▶ **PROBLEM STATEMENT**: Look for the word "lane" in the data below, and copy every line that holds it.

▶ **MATERIALS PROVIDED**:

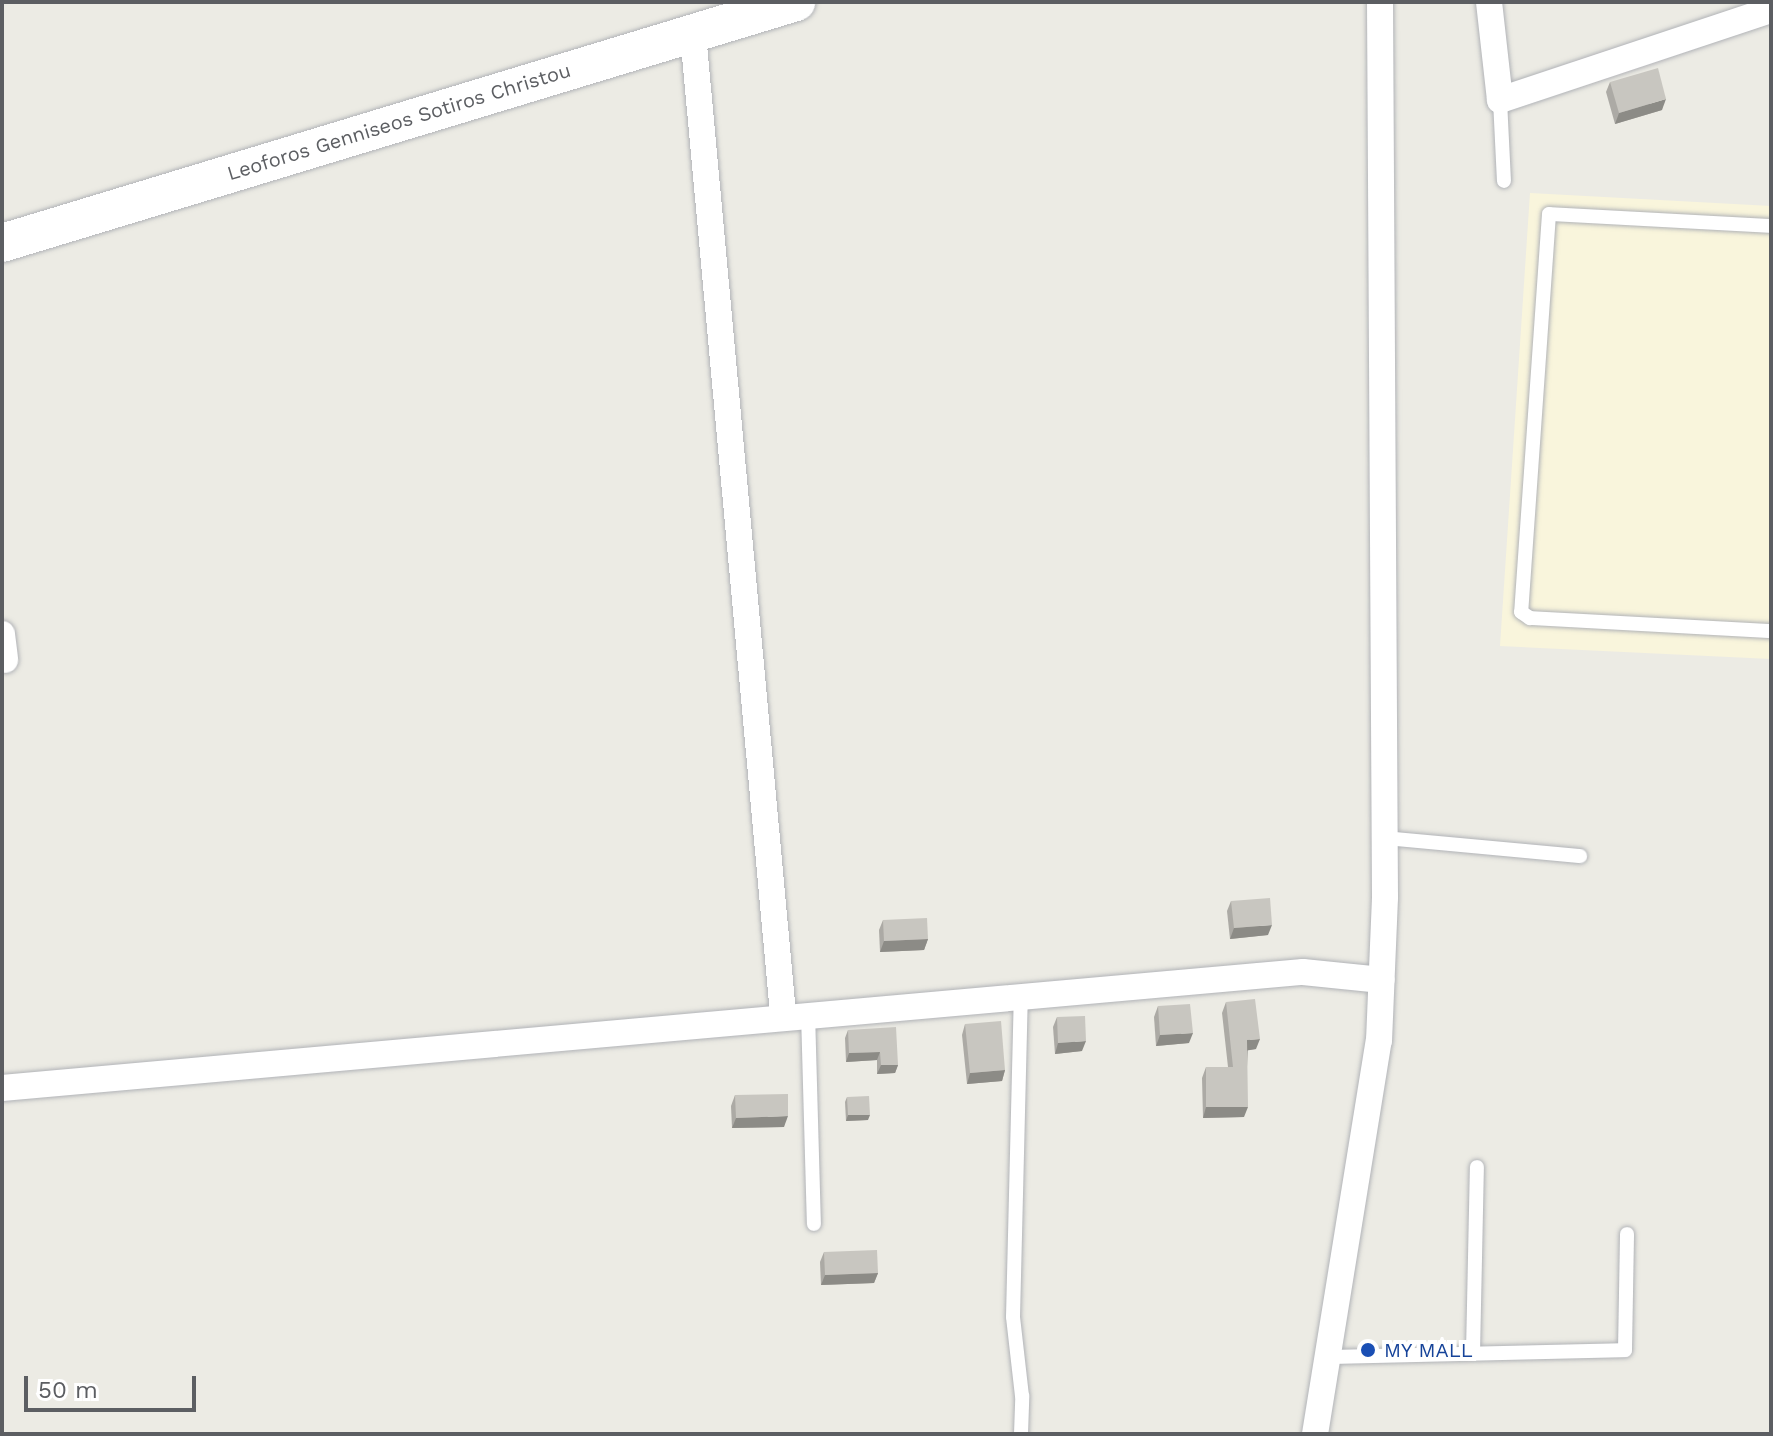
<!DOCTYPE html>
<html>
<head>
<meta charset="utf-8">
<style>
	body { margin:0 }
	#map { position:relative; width:1773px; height:1436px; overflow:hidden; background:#ecebe4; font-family:"Work Sans",sans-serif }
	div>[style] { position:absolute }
	.commercial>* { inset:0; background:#f9f5dc }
	.roads { filter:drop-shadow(0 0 2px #b1b3b7) drop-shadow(0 0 2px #b1b3b7) }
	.lane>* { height:14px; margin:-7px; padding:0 7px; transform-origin:7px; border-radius:7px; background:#fff }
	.street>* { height:26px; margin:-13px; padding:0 13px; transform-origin:13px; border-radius:13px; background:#fff }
	.secondary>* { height:38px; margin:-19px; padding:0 19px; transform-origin:19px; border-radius:19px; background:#fff }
	.wall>* { inset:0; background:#acaaa5 }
	.shaded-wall>* { inset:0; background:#8c8b86 }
	.building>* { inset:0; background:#c8c6c0 }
	.dots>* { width:22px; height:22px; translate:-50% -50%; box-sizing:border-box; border:4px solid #fff; border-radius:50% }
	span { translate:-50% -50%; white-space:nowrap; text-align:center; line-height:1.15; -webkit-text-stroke:8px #fff; paint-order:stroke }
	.street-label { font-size:20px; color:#5c5e62 }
	.transit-label { font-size:20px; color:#164399 }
	.left { translate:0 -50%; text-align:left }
	.frame { position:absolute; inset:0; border:4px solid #5c5e62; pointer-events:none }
	.scale { position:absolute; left:24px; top:1376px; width:172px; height:36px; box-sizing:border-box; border:4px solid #5c5e62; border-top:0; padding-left:10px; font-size:24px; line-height:28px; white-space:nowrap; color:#5c5e62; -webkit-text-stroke:6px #fff; paint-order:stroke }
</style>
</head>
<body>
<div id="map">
	<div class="commercial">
		<i style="clip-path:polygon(1530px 193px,1771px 206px,1771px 659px,1500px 646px)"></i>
	</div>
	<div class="roads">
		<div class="lane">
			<i style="left:1500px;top:100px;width:81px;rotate:87.2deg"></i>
			<i style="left:1771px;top:226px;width:222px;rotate:-176.9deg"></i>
			<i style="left:1549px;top:214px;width:399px;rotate:94deg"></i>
			<i style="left:1521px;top:612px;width:11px;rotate:34deg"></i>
			<i style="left:1530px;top:618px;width:241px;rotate:3.1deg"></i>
			<i style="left:1385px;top:838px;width:196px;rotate:5.3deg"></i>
			<i style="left:808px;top:1013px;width:211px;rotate:88.4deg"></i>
			<i style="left:1473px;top:1353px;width:186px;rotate:-88.8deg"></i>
			<i style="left:1327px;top:1357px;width:298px;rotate:-1.3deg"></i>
			<i style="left:1625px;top:1350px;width:116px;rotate:-89deg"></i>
			<i style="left:1021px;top:1434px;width:38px;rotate:-88deg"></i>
			<i style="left:1022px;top:1396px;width:80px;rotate:-96.5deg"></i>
			<i style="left:1013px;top:1317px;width:322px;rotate:-88.6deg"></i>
		</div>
		<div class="street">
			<i style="left:1489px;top:2px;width:99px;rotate:83.6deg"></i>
			<i style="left:1500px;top:100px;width:286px;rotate:-18.4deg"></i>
			<i style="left:693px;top:34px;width:984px;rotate:84.75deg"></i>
			<i style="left:2px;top:634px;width:26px;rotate:83deg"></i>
			<i style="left:2px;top:1088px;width:1306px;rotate:-5.1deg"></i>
			<i style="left:1303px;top:972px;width:79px;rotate:5.8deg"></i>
			<i style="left:1315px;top:1434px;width:398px;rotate:-80.8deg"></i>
			<i style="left:1379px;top:1041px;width:144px;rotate:-87.6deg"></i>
			<i style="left:1385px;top:897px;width:895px;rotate:-90.32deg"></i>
		</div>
		<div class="secondary">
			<i style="left:2px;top:243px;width:830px;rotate:-16.88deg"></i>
		</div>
	</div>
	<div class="wall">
		<i style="clip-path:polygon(1610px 82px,1662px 110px,1615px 124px,1606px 92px)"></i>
		<i style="clip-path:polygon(1231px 901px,1268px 935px,1230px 939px,1227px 911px)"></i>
		<i style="clip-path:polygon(883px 920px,928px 939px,924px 950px,880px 952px,879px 930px)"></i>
		<i style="clip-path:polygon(1226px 1002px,1256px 1049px,1248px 1050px,1244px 1117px,1203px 1118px,1202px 1078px,1206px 1067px,1228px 1067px,1222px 1013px)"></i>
		<i style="clip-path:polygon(1158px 1006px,1189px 1043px,1156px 1046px,1154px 1017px)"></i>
		<i style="clip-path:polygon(1057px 1017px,1082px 1051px,1055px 1054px,1053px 1027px)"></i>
		<i style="clip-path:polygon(965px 1024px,1005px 1070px,1002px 1081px,967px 1084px,962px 1035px)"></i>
		<i style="clip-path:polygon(848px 1030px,898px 1065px,895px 1073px,877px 1074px,877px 1060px,846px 1062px,845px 1038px)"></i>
		<i style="clip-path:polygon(735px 1095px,784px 1127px,732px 1128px,731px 1106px)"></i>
		<i style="clip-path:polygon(847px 1097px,868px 1120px,846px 1121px,845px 1102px)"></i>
		<i style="clip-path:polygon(824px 1252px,878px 1273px,874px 1283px,821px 1285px,820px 1262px)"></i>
	</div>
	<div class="shaded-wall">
		<i style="clip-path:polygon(1666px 99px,1662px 110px,1615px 124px,1619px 113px)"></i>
		<i style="clip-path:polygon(1272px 925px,1268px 935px,1230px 939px,1234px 928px)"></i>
		<i style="clip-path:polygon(928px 939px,924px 950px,880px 952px,884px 941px)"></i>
		<i style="clip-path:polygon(1193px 1033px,1189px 1043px,1156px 1046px,1160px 1035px)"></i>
		<i style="clip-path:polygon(1260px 1039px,1256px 1049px,1244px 1051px,1247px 1040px)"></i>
		<i style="clip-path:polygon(1086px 1041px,1082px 1051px,1055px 1054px,1058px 1043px)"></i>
		<i style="clip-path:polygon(880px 1052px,877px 1060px,846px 1062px,849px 1053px)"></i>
		<i style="clip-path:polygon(881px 1065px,898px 1065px,895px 1073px,877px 1074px)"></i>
		<i style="clip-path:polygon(1005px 1070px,1002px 1081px,967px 1084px,970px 1073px)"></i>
		<i style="clip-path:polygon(1206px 1107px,1248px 1107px,1244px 1117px,1203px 1118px)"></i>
		<i style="clip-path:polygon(848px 1115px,870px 1115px,868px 1120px,846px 1121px)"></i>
		<i style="clip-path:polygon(788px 1116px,784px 1127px,732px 1128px,736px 1118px)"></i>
		<i style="clip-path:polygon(878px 1273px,874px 1283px,821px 1285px,825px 1275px)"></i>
	</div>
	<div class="building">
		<i style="clip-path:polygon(1658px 68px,1666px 99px,1619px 113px,1610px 82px)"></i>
		<i style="clip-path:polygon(1270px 898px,1272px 925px,1234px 928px,1231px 901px)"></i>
		<i style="clip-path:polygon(927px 918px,928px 939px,884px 941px,883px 920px)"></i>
		<i style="clip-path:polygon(1255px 999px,1260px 1039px,1247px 1040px,1248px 1107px,1206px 1107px,1206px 1067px,1233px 1067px,1226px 1002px)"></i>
		<i style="clip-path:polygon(1190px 1004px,1193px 1033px,1160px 1035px,1158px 1006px)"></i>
		<i style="clip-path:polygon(1085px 1016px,1086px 1041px,1058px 1043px,1057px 1017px)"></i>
		<i style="clip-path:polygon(1001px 1021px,1005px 1070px,970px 1073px,965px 1024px)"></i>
		<i style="clip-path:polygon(896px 1027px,898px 1065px,881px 1065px,880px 1052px,849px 1053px,848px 1030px)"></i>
		<i style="clip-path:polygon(788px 1094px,788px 1116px,736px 1118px,735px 1095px)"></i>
		<i style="clip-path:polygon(869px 1096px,870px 1115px,848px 1115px,847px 1097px)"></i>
		<i style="clip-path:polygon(877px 1250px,878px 1273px,825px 1275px,824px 1252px)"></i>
	</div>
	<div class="dots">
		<i style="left:1368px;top:1350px;background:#1a4fb4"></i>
	</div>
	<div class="street-label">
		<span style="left:399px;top:122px;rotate:-17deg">Leoforos Genniseos Sotiros Christou</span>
	</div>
	<div class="transit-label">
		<span class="left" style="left:1384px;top:1350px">MY MALL</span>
	</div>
	<div class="frame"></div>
	<div class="scale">50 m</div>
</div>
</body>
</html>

▶ **SOLUTION FOR THIS TASK**:
	.lane>* { height:14px; margin:-7px; padding:0 7px; transform-origin:7px; border-radius:7px; background:#fff }
		<div class="lane">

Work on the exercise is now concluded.